STUDY MATERIAL Start Marker

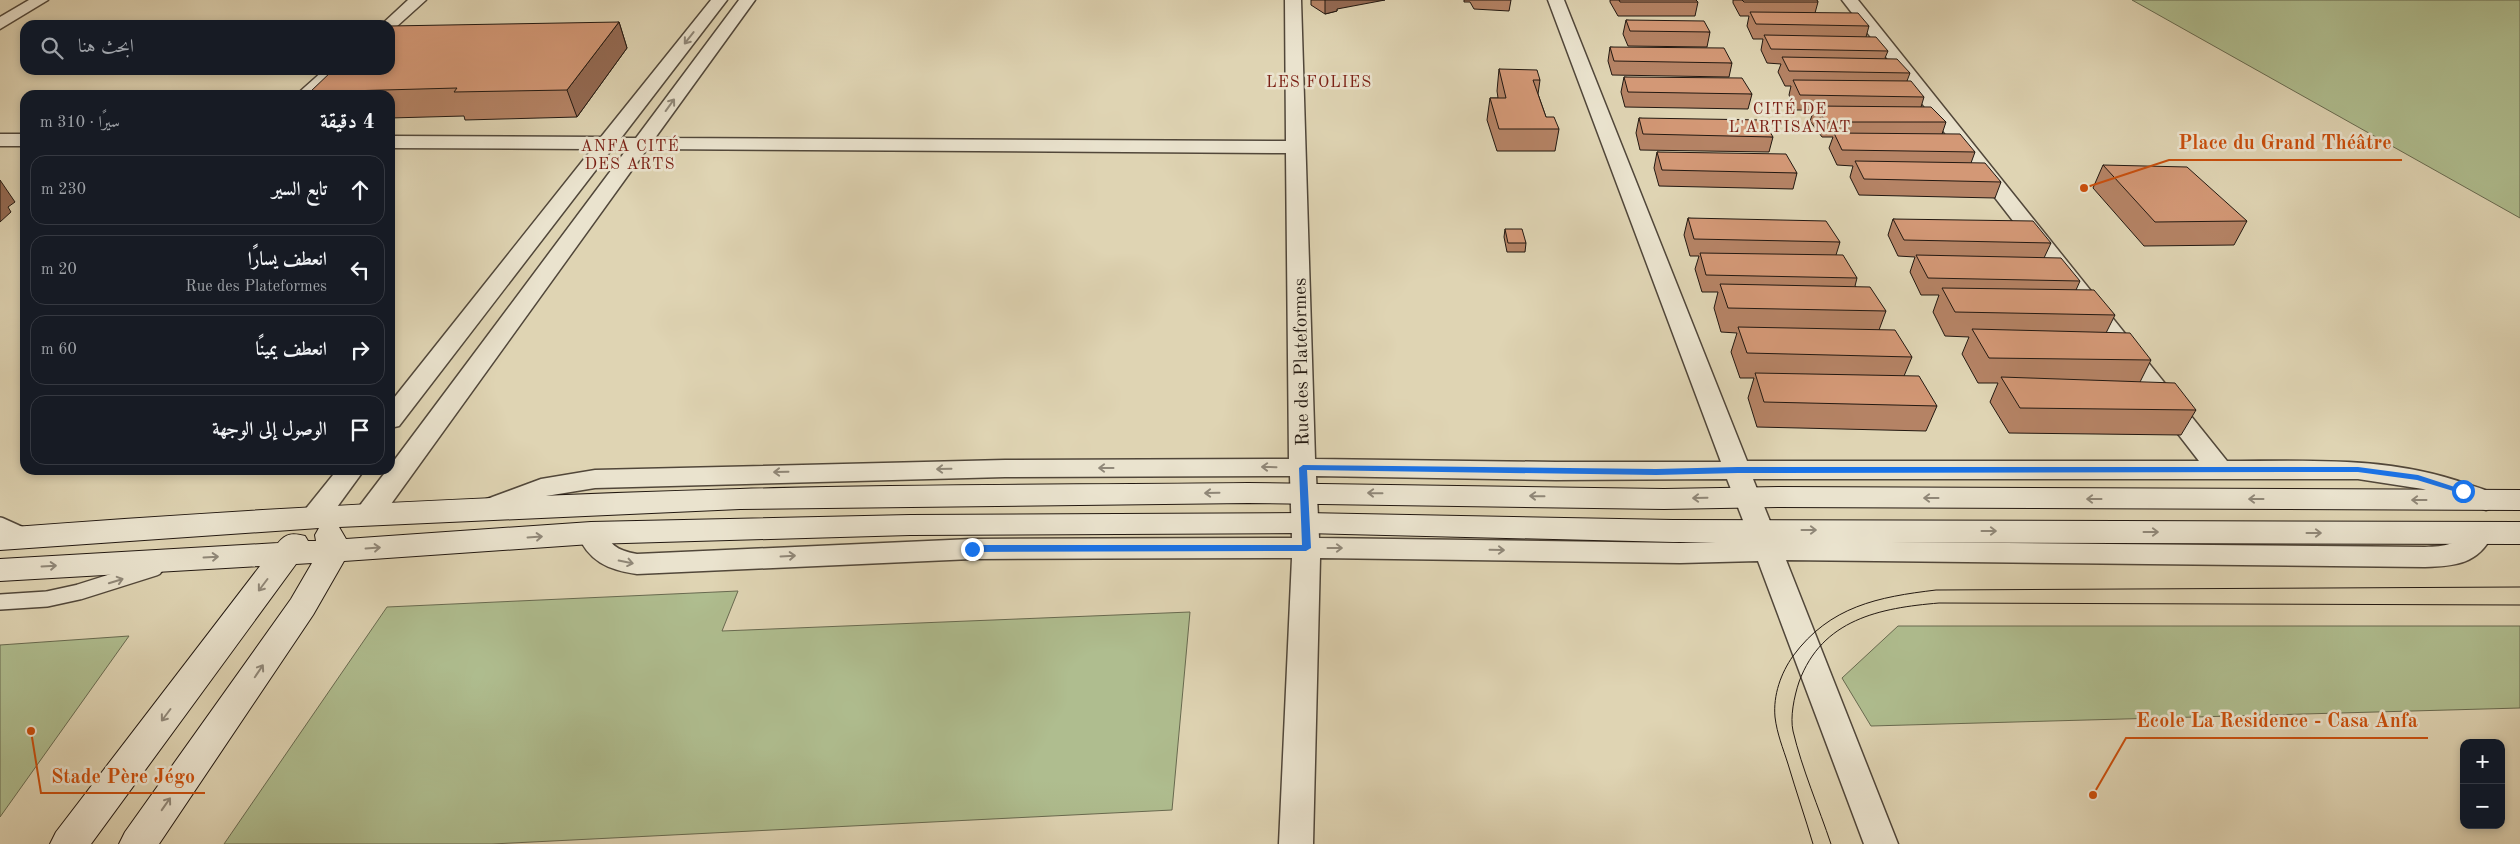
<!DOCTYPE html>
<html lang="ar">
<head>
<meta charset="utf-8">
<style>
  body { margin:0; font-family:"Old Standard TT",Amiri,serif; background:#242831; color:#f1f3f6; direction:rtl }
  .controls { position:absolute; right:15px; bottom:15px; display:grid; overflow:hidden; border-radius:10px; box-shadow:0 2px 8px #0003 }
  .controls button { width:45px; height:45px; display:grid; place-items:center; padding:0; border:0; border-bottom:1px solid #363941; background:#171b24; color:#f1f3f6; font:25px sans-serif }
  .stop { position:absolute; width:15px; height:15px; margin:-11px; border:4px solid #1a73e8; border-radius:50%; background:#fff }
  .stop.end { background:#1a73e8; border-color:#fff; box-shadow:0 1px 5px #0008 }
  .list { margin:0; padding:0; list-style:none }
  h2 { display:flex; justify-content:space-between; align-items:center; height:65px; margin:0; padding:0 20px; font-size:21px }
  h2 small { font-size:16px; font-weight:400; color:#9ea1a6 }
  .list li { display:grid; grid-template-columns:32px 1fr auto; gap:15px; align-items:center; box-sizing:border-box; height:70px; margin:0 10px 10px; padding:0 10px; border:1px solid #363941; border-radius:15px }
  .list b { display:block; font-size:19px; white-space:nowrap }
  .list p { margin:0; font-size:16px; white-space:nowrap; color:#9ea1a6 }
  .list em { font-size:16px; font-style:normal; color:#9ea1a6 }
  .icon { flex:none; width:28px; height:28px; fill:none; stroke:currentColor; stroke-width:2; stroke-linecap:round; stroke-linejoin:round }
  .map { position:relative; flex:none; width:2520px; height:844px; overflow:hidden; direction:ltr }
  .search { position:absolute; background:#171b24; box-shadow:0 2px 8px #0003; left:20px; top:20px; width:375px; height:55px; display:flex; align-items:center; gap:12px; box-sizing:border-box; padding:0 18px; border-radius:15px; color:#9ea1a6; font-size:19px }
  .panel { position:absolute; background:#171b24; box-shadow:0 2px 8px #0003; left:20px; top:90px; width:375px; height:385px; border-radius:15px; direction:rtl }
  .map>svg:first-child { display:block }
  .green { fill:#afbd8f; stroke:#686a50 }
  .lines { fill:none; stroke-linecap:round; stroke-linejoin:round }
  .lane-casing { stroke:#51473a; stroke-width:18 }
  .street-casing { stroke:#51473a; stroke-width:3 }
  .secondary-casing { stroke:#221811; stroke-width:2 }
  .lane { stroke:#eae3ce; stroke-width:15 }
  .street { fill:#eae3ce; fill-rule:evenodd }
  .secondary { fill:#eae3ce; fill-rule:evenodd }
  .tram { stroke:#221811; stroke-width:1 }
  .wall { fill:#b58365; stroke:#221811 }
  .shaded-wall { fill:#946a53; stroke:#221811 }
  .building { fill:#d39876; stroke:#221811 }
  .oneway { stroke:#908879 }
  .route { fill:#1a73e8 }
  .labels { text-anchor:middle; stroke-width:5; stroke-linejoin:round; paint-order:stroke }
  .far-neighbourhood-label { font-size:16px; letter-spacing:1px; fill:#7a1f14; stroke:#eae3ce }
  .street-label { font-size:19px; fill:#221811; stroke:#eae3ce }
  .leader { fill:none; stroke:#ca4f0d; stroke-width:2 }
  .callout-dot { fill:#ca4f0d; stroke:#eae3ce; stroke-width:2 }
  .callout-label { font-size:20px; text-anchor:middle; font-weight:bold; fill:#ca4f0d; stroke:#eae3ce; stroke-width:5; stroke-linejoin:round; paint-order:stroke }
</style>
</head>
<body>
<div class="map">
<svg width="2520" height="844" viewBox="0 0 2520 844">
  <rect width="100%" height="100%" fill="#dfd4b3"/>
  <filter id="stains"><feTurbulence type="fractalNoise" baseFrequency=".004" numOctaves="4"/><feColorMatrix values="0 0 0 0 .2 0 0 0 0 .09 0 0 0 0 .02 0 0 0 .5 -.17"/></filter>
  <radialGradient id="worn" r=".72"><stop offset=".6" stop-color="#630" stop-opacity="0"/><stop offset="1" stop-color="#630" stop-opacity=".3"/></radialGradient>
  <!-- green -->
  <g class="green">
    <path d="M2132,0H2520V218Z"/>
    <path d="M738,591L722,631L1190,612L1172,810L492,844H224L387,607Z"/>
    <path d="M1898,626H2520V708L1871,726L1842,678Z"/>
    <path d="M129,636L0,817V645Z"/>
  </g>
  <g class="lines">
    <!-- lane casing -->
    <g class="lane-casing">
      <g id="lane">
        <path d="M0,525L20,534"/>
        <path d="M0,602L47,599L79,592L155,568"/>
      </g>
    </g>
    <!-- street casing -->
    <g class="street-casing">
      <g id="street">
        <path d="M29,0H48L0,29V17Z"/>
        <path d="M408,0H426L395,28L390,30V25H381Z"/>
        <path d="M711,0H727L621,138H636L739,0H755L655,138L1286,141L1285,0H1301L1315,459L1556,462H1721L1548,0H1564L1747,461H2199L1842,0H1858L2227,461C2309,461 2389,456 2467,484C2478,488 2493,490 2499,501L2495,507L2486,510L2423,489L2358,479H1753L1778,541L2425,547C2445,546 2458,546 2469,527L2479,524L2489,527L2493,534C2478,564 2456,566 2425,567L1786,560L1898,844H1864L1758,561L1680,563L1320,558L1313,844H1279L1292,558L972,559L637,574C608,570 588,561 577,533L581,526L591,523L601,526C611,545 615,550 637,554L972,539L1292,538L1290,476L1005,477L595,488L546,496L486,519L476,517L473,510L476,503L541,479L595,470L1005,460L1289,459L1286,153L647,149L378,522L368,524L358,522L354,515L358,508L387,470H390V466L627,149H612L399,426L390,428V403L592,149L390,148V136L601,137ZM1316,476L1556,480L1727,479L1751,541L1680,543L1319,538Z"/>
        <path d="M324,70H344L316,95H296Z"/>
        <rect x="0" y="134" width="25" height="12"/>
        <path d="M337,470H364L324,525L314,527L304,525L300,518L304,511Z"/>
      </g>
    </g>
    <!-- secondary casing -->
    <g class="secondary-casing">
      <path id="secondary" d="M1248,483L1664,489L1778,487L2520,490V510L1778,507L1664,509L1248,503L740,509L339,527L346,539L591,522L910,515L1305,513L1673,520L2520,522V544L1673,542L1305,533L910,535L591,544L344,561L313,615L159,844H119L125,832L291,599L312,563L296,564L91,844H50L56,832L260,566L0,581V559L278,543C286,533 293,533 305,536L308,541H316L315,535L319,528L0,550V528C246,509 493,496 740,489C909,484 1079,485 1248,483Z"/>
    </g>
    <!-- lane -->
    <use href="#lane" class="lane"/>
    <!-- street -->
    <use href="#street" class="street"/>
    <!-- secondary -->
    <use href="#secondary" class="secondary"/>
    <!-- tram -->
    <g class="tram">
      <path d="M1813,844C1805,817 1796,791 1788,764C1783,748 1777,734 1775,717C1773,695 1781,673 1793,656C1830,606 1878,597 1936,590L2520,587"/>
      <path d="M1831,844C1819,808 1802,769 1793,731C1790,717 1794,697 1799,682C1822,619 1880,608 1939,603L2520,605"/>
    </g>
  </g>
  <!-- wall -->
  <g class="wall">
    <path d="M1311,0H1325L1337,9V11L1325,14L1311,5Z"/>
    <path d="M1464,0H1511L1509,11L1474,9L1470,2H1464Z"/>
    <path d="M1610,0H1696L1698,2L1695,16H1618L1610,2Z"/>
    <path d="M1733,0H1817L1818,2L1815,13L1869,26L1866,37L1888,51L1885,58L1910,73L1907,81L1924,97L1921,107L1946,122L1942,134L1975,152L1971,163L2001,182L1995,198L1859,195L1850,177L1853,166L1837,165L1829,148L1833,137H1822L1810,121L1814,110H1796L1789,95L1791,86H1785L1778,72L1781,64L1767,63L1761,50L1763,39H1753L1747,26L1749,16H1740L1733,3Z"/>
    <path d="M1626,20L1710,32L1707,47L1628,46L1623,34Z"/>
    <path d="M619,22L627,48L577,117L465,120L464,116L390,118V95H312L310,92Z"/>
    <path d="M1610,47L1732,63L1729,77L1612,75L1608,61Z"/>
    <path d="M1499,69L1540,80L1538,94L1546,117L1559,129L1555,151H1497L1487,120L1490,98H1498L1497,91Z"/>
    <path d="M1624,77L1752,94L1748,109L1625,107L1621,92Z"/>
    <path d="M1639,118L1773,137L1769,152L1640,150L1636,133Z"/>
    <path d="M1657,152L1797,173L1793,189L1659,186L1654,168Z"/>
    <path d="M2103,165L2247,221L2234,245L2144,246L2093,188Z"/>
    <path d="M1688,218L1840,242L1836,255L1857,278L1855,286L1886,311L1879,330L1912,357L1904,376L1937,406L1926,431L1757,427L1748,398L1754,378H1740L1731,352L1737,333L1721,332L1714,308L1718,292H1702L1695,269L1699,256H1690L1684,235Z"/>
    <path d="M1893,219L2051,243L2044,258L2080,281L2076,290L2115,315L2106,333L2151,360L2140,382L2196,410L2181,435L2009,433L1990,402L1998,383H1978L1962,354L1969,337L1945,336L1933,312L1939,295H1921L1910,272L1915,257L1898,256L1888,235Z"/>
    <path d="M1505,229L1526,243L1525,252H1507L1504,237Z"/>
  </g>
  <!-- shaded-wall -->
  <g class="shaded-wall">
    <path d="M1325,0H1385L1337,9V11L1325,14Z"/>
    <path d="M619,22L627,48L577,117L567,90Z"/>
    <path d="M0,180L15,202L8,207L11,212L0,222Z"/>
  </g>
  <!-- building -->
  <g class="building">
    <path d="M1619,0H1696L1698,2H1620Z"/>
    <path d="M1742,0H1817L1818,2H1744Z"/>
    <path d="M1750,12L1858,13L1869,26L1756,24Z"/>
    <path d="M1626,20L1704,21L1710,32L1630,31Z"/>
    <path d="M619,22L567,90L454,92L457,88L310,92L333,70H390V26Z"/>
    <path d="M1764,35L1876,37L1888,51L1771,49Z"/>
    <path d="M1610,47L1724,48L1732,63L1614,61Z"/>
    <path d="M1782,57L1897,59L1910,73L1789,71Z"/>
    <path d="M1499,69L1537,70L1540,80H1533L1546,117H1554L1559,129H1499L1490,98H1506Z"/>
    <path d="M1624,77L1742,78L1752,94L1628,92Z"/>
    <path d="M1793,80L1911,81L1924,97L1800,95Z"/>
    <path d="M1815,106L1931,107L1946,122H1826Z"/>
    <path d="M1639,118L1763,120L1773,137L1643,134Z"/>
    <path d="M1834,133L1960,134L1975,152L1842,150Z"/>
    <path d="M1657,152L1786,154L1797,173L1662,170Z"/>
    <path d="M1855,161L1985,163L2001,182L1864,179Z"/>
    <path d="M2103,165L2187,167L2247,221L2155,222Z"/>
    <path d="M1688,218L1826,221L1840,242L1694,239Z"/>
    <path d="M1893,219L2033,221L2051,243L1904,240Z"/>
    <path d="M1505,229H1522L1526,243H1508Z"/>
    <path d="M1700,253L1843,255L1857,278L1706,275Z"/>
    <path d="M1916,255L2061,258L2080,281L1928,278Z"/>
    <path d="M1720,284L1870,287L1886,311L1728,308Z"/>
    <path d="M1942,288L2094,290L2115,315L1955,312Z"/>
    <path d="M1738,327L1895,330L1912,357L1747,353Z"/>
    <path d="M1972,329L2130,333L2151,360L1989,358Z"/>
    <path d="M1755,373L1919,376L1937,406L1764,402Z"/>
    <path d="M2001,377L2175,383L2196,410L2020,408Z"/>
  </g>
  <!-- one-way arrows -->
  <defs><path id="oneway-shaft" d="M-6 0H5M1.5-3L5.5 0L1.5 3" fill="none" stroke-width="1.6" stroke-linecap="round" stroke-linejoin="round" transform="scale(1.25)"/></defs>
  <g class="oneway">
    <use href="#oneway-shaft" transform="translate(689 38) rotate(128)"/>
    <use href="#oneway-shaft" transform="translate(670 105) rotate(-54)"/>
    <use href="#oneway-shaft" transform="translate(1269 467) rotate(-179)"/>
    <use href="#oneway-shaft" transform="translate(1106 468) rotate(180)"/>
    <use href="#oneway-shaft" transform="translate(944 469) rotate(179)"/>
    <use href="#oneway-shaft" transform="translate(781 472) rotate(179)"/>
    <use href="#oneway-shaft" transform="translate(1212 493) rotate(179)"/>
    <use href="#oneway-shaft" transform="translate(1375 493) rotate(-179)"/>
    <use href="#oneway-shaft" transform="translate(1537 496) rotate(-179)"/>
    <use href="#oneway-shaft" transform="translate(1700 498) rotate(179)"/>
    <use href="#oneway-shaft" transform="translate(1931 498) rotate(-180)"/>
    <use href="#oneway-shaft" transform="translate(2094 499) rotate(-180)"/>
    <use href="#oneway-shaft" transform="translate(2256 499) rotate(-180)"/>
    <use href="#oneway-shaft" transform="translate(2419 500) rotate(-180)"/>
    <use href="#oneway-shaft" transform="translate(1809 530)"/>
    <use href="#oneway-shaft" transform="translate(1989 531)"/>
    <use href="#oneway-shaft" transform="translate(2151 532)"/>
    <use href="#oneway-shaft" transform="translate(2314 533)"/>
    <use href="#oneway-shaft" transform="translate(535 537) rotate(-4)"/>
    <use href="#oneway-shaft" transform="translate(373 548) rotate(-4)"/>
    <use href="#oneway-shaft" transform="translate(1335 548)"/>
    <use href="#oneway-shaft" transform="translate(1497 550) rotate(1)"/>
    <use href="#oneway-shaft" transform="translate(788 556) rotate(-3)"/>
    <use href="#oneway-shaft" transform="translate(211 557) rotate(-3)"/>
    <use href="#oneway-shaft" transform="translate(626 562) rotate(11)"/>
    <use href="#oneway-shaft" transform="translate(49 566) rotate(-3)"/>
    <use href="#oneway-shaft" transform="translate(116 581) rotate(-17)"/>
    <use href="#oneway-shaft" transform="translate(263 585) rotate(127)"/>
    <use href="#oneway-shaft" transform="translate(259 671) rotate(-56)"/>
    <use href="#oneway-shaft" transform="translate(166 715) rotate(127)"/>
    <use href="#oneway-shaft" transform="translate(166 804) rotate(-55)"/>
  </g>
  <!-- route -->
  <path class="route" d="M1303,465L1656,469L1738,467H2358L2418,475L2467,491L2463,494L2417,480L2358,472L1738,473L1656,475L1307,470L1311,548L1306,551L972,552L967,549L972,545H1302L1299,468Z"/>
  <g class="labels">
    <!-- far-neighbourhood labels -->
    <g class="far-neighbourhood-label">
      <text x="1319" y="87">LES FOLIES</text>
      <text x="1790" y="114">CITÉ DE<tspan x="1790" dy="18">L'ARTISANAT</tspan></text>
      <text x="630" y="151">ANFA CITÉ<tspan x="630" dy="18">DES ARTS</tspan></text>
    </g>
    <!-- street labels -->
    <g class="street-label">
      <text transform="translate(1300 362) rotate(-91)" y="7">Rue des Plateformes</text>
    </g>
  </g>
  <!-- callouts -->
  <path class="leader" d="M2084 188L2169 160H2402M2093 795L2126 738H2428M31 731L41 793H205"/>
  <g class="callout-dot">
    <circle cx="2084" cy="188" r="5"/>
    <circle cx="2093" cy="795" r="5"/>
    <circle cx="31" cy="731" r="5"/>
  </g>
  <g class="callout-label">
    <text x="2285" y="149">Place du Grand Théâtre</text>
    <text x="2277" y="727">Ecole La Residence - Casa Anfa</text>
    <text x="123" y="783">Stade Père Jégo</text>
  </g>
  <rect width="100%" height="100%" filter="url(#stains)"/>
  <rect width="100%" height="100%" fill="url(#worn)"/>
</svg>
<div class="controls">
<button>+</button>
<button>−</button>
</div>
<div class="stop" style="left:2463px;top:491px"></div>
<div class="stop end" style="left:972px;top:549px"></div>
<div class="search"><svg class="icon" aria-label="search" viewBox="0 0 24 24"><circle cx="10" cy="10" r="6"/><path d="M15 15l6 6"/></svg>ابحث هنا</div>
<section class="panel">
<h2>4 دقيقة<small>سيرًا · 310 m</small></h2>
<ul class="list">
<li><svg class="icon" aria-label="ahead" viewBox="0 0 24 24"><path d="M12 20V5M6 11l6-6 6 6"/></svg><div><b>تابع السير</b></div><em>230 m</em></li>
<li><svg class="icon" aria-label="left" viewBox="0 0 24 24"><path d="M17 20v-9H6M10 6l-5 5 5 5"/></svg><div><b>انعطف يسارًا</b><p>Rue des Plateformes</p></div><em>20 m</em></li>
<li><svg class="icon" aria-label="right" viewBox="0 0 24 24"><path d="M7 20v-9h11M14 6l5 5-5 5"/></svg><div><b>انعطف يمينًا</b></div><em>60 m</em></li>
<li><svg class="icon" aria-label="arrive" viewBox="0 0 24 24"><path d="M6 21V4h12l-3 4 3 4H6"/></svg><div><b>الوصول إلى الوجهة</b></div></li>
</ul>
</section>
</div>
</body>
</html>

STUDY MATERIAL End Marker

• EXERCISE GOAL
Nothing should appear in the reply except the lines from the start of the listing above through the line with "position:absolute; right:15px; bottom:15px;", repeated exactly and free of pictures.

• RESPONSE FOR THIS EXERCISE
<!DOCTYPE html>
<html lang="ar">
<head>
<meta charset="utf-8">
<style>
  body { margin:0; font-family:"Old Standard TT",Amiri,serif; background:#242831; color:#f1f3f6; direction:rtl }
  .controls { position:absolute; right:15px; bottom:15px; display:grid; overflow:hidden; border-radius:10px; box-shadow:0 2px 8px #0003 }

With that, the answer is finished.